Details link: https://arxiv.org/abs/2305.19256

12. Hollywood Actress Scarlett Criticizes OpenAI for Copying Her Voice for ChatGPT

Scarlett Johansson claims that OpenAI imitated her unique tone after she refused to provide her voice for ChatGPT. OpenAI demonstrated a synthetic voice strikingly similar to Scarlett Johansson's AI assistant character in "Her," but suddenly disabled this new voice. Critics have criticized OpenAI's actions and praised Scarlett Johansson's stance.

[AiBase Summary:]

⭐ Scarlett Johansson claims OpenAI imitated her tone without permission.

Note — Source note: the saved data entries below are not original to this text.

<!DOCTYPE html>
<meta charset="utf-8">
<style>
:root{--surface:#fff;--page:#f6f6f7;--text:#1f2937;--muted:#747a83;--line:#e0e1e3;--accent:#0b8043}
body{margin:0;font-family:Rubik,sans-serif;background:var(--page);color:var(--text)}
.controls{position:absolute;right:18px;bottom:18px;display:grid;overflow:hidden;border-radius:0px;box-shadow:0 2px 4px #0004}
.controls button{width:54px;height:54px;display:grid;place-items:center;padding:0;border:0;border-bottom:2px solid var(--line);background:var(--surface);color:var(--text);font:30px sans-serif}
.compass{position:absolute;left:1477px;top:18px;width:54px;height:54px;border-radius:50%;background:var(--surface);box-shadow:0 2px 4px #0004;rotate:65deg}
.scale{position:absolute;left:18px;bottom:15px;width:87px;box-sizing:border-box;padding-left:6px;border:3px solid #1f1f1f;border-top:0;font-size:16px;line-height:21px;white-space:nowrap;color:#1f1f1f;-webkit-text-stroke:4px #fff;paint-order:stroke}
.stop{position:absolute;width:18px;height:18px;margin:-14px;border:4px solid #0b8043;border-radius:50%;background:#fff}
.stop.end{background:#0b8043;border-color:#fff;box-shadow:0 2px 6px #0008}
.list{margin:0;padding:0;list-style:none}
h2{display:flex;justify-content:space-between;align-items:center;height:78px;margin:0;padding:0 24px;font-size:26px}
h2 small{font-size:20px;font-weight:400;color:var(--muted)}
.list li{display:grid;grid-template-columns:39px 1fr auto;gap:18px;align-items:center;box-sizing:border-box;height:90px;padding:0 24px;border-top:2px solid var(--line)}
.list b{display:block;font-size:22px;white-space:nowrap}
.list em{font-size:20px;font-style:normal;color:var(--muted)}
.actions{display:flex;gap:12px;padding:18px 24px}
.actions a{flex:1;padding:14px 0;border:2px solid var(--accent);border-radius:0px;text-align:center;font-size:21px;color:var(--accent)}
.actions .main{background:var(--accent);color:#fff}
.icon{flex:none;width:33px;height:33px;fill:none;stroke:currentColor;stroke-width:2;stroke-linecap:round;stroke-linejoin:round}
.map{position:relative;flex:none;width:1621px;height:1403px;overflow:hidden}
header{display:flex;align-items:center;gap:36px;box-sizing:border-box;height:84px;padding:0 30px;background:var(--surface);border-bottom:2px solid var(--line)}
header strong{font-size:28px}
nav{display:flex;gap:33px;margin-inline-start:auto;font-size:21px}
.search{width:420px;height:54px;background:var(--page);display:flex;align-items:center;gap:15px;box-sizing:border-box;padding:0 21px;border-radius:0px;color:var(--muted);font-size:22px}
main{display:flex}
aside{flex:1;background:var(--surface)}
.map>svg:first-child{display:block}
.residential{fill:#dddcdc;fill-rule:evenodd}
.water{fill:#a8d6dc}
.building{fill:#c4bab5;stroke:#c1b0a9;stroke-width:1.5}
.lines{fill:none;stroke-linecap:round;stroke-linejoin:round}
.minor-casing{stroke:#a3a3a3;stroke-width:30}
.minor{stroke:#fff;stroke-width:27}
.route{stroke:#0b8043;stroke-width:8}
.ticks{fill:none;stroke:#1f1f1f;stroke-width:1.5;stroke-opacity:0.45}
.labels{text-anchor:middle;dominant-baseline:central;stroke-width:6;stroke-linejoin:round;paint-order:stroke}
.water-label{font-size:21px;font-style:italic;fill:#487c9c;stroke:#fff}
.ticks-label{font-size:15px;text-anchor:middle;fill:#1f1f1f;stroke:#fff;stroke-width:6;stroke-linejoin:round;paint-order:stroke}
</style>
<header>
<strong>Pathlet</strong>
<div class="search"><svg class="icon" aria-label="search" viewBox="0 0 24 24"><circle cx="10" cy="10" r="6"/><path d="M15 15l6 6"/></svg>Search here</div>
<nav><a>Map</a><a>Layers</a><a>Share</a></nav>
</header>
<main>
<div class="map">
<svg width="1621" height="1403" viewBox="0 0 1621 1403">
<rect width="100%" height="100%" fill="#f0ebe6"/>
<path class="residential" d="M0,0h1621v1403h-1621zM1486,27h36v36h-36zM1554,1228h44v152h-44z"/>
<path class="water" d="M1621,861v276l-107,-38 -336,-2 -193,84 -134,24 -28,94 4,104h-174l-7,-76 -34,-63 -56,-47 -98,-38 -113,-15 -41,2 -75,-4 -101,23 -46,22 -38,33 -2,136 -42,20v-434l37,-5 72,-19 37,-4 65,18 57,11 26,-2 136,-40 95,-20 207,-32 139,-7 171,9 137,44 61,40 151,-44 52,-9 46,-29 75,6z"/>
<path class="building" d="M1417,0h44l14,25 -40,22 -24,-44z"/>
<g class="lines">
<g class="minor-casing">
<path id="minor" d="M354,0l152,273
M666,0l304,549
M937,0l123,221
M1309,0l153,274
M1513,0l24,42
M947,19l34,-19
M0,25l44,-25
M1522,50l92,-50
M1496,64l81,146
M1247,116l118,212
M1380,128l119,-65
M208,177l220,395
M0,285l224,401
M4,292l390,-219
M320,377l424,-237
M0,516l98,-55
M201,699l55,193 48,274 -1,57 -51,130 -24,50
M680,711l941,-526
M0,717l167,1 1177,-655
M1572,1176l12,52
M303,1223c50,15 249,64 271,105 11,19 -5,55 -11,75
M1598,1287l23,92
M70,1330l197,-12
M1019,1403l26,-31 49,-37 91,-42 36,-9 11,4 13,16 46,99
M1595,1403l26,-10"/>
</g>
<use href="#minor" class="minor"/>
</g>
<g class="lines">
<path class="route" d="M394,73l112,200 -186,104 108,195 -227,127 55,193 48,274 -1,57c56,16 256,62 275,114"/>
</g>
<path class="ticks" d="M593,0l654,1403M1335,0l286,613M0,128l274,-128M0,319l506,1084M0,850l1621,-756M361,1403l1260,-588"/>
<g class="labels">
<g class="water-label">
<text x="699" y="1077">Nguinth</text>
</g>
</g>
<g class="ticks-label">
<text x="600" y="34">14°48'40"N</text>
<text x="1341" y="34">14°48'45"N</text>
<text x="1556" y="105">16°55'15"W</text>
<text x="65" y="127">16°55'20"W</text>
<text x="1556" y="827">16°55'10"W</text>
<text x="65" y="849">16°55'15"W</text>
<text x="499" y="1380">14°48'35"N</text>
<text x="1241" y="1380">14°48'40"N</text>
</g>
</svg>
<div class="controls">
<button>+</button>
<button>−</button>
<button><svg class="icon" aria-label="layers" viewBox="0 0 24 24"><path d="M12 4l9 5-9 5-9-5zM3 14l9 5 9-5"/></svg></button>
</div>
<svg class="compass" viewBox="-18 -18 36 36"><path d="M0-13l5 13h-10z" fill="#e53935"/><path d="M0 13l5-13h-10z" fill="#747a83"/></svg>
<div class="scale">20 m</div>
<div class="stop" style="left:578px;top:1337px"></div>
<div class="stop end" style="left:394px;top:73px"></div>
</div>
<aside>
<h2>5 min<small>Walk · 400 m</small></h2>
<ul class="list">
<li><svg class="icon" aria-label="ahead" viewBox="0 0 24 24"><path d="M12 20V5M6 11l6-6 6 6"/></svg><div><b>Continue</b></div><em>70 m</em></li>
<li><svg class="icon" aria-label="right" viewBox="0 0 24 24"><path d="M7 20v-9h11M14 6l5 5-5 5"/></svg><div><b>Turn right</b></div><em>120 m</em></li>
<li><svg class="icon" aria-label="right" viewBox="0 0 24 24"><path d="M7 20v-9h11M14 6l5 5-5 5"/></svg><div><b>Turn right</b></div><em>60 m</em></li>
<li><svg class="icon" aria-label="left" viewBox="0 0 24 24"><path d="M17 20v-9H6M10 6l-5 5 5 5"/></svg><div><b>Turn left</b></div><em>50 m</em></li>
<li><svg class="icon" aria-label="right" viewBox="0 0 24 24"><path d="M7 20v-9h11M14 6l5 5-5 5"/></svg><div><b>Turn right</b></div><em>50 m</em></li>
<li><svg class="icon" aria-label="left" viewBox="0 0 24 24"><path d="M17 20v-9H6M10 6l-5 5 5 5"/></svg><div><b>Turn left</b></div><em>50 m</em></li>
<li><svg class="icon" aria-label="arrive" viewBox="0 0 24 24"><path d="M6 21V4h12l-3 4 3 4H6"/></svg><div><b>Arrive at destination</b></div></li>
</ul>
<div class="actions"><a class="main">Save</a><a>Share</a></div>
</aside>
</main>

⭐ OpenAI demonstrated a synthetic voice similar to Scarlett Johansson's AI assistant character in "Her."

⭐ Critics criticize OpenAI's actions and praise Scarlett Johansson's stance.

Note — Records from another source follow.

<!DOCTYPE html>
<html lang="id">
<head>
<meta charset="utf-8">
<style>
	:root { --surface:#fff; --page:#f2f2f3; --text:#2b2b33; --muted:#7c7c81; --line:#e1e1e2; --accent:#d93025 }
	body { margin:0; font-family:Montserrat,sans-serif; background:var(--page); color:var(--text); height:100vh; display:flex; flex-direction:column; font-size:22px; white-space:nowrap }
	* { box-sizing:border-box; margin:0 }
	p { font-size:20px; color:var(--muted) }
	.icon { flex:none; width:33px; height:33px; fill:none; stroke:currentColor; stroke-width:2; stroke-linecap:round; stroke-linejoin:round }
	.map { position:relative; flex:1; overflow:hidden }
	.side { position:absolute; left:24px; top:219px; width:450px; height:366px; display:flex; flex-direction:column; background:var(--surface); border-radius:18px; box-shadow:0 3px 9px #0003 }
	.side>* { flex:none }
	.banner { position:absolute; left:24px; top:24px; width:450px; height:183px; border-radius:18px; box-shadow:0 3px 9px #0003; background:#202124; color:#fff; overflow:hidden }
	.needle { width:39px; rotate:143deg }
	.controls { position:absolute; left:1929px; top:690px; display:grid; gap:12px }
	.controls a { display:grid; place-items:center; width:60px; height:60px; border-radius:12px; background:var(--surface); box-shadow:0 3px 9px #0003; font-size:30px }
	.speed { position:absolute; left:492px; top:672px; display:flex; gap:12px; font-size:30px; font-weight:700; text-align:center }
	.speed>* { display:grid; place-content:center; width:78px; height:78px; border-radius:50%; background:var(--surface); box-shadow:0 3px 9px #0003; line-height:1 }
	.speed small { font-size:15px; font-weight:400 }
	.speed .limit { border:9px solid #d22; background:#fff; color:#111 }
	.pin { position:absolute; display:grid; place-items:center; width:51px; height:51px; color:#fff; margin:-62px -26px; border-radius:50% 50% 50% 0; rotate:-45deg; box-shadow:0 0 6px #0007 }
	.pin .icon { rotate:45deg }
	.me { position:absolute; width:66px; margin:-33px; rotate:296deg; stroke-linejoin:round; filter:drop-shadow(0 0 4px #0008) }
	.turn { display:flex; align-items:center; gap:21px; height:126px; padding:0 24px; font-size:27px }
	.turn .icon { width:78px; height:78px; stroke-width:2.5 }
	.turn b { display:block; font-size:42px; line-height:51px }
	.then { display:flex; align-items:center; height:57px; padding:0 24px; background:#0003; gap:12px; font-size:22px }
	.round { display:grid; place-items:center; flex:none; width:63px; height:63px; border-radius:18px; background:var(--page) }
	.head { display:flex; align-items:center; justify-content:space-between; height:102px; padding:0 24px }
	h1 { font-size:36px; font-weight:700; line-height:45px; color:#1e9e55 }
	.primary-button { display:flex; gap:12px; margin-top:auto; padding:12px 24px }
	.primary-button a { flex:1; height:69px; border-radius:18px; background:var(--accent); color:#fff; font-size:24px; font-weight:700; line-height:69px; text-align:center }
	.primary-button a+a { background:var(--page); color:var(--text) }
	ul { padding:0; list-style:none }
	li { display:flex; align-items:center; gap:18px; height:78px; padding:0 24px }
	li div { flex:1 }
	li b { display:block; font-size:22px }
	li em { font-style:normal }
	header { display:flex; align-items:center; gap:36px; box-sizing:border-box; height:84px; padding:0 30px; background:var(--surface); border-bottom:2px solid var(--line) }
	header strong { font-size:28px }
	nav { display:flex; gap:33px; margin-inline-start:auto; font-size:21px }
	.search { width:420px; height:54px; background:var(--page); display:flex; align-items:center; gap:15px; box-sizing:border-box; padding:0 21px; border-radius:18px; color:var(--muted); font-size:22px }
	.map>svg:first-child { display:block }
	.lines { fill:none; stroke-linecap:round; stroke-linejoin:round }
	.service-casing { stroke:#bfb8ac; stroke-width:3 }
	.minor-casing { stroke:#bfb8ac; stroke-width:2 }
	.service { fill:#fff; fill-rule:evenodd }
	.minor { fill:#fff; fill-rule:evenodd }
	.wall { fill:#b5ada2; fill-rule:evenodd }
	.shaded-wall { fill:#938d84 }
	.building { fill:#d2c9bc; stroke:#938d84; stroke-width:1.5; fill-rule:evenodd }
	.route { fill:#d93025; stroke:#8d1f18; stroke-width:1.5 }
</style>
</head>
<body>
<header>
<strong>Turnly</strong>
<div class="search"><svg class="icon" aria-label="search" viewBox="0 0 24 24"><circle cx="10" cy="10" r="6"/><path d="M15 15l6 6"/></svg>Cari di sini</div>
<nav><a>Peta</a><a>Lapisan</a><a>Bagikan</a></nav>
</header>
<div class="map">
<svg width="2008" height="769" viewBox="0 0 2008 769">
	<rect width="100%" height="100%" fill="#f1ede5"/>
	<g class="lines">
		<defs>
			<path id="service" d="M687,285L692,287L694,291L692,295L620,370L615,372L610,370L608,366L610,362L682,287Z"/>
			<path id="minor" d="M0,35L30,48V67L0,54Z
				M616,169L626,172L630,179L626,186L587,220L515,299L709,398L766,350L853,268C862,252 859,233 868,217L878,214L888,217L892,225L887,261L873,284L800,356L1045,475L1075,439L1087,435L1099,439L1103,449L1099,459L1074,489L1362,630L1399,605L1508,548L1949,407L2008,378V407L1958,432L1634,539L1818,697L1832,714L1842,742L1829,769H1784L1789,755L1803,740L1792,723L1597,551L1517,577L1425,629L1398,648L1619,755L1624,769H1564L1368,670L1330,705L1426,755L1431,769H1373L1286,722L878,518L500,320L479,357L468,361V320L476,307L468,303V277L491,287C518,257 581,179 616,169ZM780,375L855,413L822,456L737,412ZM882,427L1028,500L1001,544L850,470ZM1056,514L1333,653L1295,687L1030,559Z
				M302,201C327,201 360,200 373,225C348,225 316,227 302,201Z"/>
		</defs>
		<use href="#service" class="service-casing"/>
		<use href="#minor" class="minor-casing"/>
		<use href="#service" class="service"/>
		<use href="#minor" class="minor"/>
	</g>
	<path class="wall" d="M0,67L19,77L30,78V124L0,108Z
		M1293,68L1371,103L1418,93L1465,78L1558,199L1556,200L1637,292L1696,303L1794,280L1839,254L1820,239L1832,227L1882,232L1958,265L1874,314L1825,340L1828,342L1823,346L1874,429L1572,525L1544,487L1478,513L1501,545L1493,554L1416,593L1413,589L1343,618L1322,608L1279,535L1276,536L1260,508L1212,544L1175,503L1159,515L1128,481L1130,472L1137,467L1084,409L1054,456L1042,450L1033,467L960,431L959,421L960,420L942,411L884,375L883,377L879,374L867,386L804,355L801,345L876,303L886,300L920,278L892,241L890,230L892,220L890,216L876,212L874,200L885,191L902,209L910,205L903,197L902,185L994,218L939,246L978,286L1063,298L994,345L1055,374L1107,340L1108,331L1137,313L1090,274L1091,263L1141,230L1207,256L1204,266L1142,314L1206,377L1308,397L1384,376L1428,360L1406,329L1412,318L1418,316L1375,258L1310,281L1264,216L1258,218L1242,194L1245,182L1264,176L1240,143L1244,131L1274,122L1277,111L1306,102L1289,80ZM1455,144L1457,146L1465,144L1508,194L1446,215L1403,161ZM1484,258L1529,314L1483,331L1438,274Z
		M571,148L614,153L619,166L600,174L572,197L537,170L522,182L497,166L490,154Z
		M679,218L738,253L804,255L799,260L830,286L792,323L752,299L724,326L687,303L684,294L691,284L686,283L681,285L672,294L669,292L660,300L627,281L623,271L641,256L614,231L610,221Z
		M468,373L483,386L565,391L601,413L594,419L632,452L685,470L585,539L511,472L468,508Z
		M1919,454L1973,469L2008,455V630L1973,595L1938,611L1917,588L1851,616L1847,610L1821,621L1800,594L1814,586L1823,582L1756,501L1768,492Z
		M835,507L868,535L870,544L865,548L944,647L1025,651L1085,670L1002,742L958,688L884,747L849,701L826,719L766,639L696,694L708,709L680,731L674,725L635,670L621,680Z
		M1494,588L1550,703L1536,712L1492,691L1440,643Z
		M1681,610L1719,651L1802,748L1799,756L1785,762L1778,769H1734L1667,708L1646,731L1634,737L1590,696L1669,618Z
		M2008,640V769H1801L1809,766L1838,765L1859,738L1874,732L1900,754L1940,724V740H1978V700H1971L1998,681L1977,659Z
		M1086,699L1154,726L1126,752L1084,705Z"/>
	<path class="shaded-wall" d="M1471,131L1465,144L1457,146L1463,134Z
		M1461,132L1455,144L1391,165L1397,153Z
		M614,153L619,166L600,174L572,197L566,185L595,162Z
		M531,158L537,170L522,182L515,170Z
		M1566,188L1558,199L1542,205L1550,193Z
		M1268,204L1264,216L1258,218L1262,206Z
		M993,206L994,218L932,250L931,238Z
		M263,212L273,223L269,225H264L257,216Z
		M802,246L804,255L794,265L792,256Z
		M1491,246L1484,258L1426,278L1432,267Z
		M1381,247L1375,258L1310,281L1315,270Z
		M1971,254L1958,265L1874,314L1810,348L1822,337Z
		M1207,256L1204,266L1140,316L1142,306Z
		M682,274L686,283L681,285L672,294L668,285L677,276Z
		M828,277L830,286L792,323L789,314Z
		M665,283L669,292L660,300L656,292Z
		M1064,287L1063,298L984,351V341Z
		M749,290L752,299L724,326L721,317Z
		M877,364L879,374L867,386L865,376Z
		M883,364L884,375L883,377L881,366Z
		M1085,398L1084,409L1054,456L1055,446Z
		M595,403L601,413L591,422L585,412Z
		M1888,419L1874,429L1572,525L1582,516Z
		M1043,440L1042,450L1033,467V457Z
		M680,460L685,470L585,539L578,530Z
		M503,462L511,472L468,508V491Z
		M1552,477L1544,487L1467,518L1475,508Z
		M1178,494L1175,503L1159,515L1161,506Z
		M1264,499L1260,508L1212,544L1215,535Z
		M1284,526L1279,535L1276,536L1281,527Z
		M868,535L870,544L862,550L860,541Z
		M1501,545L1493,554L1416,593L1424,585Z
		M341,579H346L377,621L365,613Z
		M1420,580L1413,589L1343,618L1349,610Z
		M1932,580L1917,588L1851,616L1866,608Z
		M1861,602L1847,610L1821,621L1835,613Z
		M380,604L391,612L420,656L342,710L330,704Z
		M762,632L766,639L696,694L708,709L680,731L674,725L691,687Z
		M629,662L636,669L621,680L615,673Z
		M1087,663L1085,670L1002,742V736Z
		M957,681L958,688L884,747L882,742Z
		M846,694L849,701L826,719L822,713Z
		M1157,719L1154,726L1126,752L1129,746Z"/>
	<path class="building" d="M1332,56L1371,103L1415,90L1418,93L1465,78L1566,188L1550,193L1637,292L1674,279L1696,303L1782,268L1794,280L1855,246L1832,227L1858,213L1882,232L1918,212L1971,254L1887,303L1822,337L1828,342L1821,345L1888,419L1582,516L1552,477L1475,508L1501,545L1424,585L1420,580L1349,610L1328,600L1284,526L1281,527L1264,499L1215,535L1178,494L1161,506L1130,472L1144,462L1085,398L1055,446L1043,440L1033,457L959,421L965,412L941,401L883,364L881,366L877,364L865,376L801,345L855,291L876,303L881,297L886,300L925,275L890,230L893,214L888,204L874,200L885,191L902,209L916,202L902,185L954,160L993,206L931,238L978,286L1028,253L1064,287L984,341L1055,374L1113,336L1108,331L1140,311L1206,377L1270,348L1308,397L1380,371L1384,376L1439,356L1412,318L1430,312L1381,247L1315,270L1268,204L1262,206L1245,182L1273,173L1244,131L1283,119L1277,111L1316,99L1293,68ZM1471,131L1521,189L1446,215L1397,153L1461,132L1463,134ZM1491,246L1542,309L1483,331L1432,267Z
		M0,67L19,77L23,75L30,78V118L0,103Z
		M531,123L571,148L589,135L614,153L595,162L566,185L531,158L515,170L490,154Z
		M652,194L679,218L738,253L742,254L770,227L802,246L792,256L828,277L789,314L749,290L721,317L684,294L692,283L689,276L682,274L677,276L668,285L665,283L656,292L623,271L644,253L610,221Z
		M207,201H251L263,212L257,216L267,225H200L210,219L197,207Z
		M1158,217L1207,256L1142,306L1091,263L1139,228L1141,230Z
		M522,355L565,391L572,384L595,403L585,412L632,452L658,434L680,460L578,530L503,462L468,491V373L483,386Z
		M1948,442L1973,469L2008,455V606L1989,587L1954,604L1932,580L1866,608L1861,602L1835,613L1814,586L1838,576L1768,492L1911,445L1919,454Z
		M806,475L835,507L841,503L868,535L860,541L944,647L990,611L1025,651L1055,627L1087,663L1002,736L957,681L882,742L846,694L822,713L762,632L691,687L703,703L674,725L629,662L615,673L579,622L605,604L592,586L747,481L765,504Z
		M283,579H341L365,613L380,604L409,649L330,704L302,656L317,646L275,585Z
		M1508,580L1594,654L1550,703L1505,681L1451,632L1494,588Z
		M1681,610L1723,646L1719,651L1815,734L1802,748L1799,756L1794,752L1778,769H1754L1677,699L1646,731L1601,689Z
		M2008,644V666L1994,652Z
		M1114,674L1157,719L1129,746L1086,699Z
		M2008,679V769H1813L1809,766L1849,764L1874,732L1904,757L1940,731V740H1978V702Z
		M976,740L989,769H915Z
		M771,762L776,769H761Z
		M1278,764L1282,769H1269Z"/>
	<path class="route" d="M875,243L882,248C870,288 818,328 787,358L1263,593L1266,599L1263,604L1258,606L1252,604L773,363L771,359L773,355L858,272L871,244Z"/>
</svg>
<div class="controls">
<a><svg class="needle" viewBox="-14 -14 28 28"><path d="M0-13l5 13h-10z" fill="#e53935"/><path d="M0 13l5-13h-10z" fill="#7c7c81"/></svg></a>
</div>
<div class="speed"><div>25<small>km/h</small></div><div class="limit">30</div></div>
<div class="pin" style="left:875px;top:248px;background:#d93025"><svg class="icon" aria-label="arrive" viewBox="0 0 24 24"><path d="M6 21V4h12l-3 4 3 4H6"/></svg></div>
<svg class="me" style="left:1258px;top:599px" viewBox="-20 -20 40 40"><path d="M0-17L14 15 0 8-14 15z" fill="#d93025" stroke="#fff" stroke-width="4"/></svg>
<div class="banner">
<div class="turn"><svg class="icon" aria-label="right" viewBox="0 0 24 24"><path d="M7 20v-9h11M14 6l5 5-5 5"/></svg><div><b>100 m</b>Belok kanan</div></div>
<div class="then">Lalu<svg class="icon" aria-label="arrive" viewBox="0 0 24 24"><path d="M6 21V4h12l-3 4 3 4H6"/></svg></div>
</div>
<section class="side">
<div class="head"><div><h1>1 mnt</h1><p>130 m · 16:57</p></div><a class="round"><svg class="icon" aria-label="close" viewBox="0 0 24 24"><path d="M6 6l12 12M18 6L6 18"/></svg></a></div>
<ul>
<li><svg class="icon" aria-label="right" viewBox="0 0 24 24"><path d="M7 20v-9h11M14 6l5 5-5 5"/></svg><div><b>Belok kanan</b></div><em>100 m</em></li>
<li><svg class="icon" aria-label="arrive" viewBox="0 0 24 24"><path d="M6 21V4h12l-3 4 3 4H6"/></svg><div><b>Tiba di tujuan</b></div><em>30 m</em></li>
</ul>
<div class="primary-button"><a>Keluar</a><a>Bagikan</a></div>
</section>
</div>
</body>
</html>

13. Intel Releases the New Generation Lunar Lake Chip

Intel plans to release the Lunar Lake notebook processor in the third quarter of this year, aiming to bring a new AI experience to the Copilot Plus PC. The chip will provide three times the AI performance of its predecessor, the Meteor Lake, and is expected to have over 400,000 Lunar Lake chips on board by the end of the year. This move is a significant step for Intel in the AI PC market, aiming to counter the challenges from competitors.

[AiBase Summary:]

⭐ The Lunar Lake chip will use a CPU, integrated Xe2 GPU, and neural processing unit (NPU), providing three times the AI performance of its predecessor, the Meteor Lake.

⭐ Intel plans to have over 400,000 Lunar Lake chips on board in more than 80 new notebook models worldwide by the end of the year, to counter AMD's Zen5 and Qualcomm's Oryon.

⭐ The NPU of the Lunar Lake processor will be able to perform over 40 trillion operations per second (TOPS), far exceeding the 10 TOPS of the Meteor Lake chip, bringing more powerful performance and richer application experiences to AI PCs.